# Post Your Unigine Heaven 2.0 Benchmark Score!



## linkin

Here we go, another benchmark thread. I will try to keep this updated if it takes off.

Rules: As per other benchmark threads, you need 100 posts before your score will become vaild.

Also please include your graphics card brand, model, and any overclocks!

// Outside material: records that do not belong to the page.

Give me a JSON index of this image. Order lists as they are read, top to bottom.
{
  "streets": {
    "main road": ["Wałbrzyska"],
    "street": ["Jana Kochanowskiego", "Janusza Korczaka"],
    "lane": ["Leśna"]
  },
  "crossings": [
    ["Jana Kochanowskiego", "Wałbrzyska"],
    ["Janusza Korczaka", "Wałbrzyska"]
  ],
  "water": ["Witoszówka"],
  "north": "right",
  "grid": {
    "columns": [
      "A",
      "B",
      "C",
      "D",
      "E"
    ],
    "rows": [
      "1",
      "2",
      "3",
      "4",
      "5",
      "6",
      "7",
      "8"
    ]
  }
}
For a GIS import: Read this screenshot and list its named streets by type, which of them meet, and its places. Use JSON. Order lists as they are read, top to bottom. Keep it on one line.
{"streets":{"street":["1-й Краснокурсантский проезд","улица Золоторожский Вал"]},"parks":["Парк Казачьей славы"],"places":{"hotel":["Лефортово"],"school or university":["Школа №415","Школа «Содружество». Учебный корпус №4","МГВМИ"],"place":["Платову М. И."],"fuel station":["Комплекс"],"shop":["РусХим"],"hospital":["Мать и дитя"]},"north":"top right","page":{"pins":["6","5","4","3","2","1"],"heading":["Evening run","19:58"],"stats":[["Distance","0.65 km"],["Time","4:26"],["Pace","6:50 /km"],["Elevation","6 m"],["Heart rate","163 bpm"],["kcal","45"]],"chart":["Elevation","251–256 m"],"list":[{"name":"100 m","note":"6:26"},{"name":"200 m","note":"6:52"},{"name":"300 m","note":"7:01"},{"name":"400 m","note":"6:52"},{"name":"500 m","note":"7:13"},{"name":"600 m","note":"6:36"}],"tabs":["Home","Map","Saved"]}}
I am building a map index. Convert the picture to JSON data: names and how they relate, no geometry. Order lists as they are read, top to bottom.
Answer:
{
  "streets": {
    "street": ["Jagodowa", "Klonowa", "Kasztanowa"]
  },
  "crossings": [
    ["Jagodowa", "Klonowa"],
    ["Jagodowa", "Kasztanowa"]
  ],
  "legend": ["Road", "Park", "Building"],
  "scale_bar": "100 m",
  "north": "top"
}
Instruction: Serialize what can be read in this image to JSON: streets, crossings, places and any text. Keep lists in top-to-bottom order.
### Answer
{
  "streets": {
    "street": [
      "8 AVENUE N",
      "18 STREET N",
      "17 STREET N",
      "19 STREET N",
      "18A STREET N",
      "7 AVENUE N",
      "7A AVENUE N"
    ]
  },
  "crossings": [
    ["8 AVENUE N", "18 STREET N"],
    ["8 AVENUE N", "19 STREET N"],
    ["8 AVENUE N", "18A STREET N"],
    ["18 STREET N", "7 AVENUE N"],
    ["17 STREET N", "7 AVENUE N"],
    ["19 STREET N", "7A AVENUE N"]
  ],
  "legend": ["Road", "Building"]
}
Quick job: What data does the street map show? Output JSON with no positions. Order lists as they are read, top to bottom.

You need a valid unigine score. Example:





Please use the following settings:

*Resolution: (Use your monitors native resolution OR 1280x1024)
Render: Maximum supported by your video card.
Anti-Aliasing: 2xMSAA
Anisotropic Filtering: 4x
Filter: Trilinear
Textures: High
Shaders: High
Occlusion: Enabled
Refraction: Enabled
Volumetric: Enabled
Replication: Disabled
Tessellation: Normal​*
Top 10 scores per resolution will be kept. New resolutions will be added at request.

*1024x768*


1)
2)
3)
4)
5)
6)
7)
8)
9)
10)

*1280x1024*

1) Linkin -- 697 (XFX 5770 @ 940/1400)
2)
3)
4)
5)
6)
7)
8)
9)
10)

*1680x1050*

1)
2)
3)
4)
5)
6)
7)
8)
9)
10)

*1920x1080*

1)
2)
3)
4)
5)
6)
7)
8)
9)
10)​
*1920x1200​*
1)
2)
3)
4)
5)
6)
7)
8)
9)​
*GET BENCHING!​*
​


----------



## Shane

Can DX10 users post their bench?

I know its a dx11 bench,but still will be nice to compare results between diffrent cards.

EDIT:Well heres mine anyway...i selected DX11 even though i know it cant use it lol,but what the hell.....1680x1050 is my native res......stock 4890 clocks btw,i dont have it overclocked atm just to keep the temps down.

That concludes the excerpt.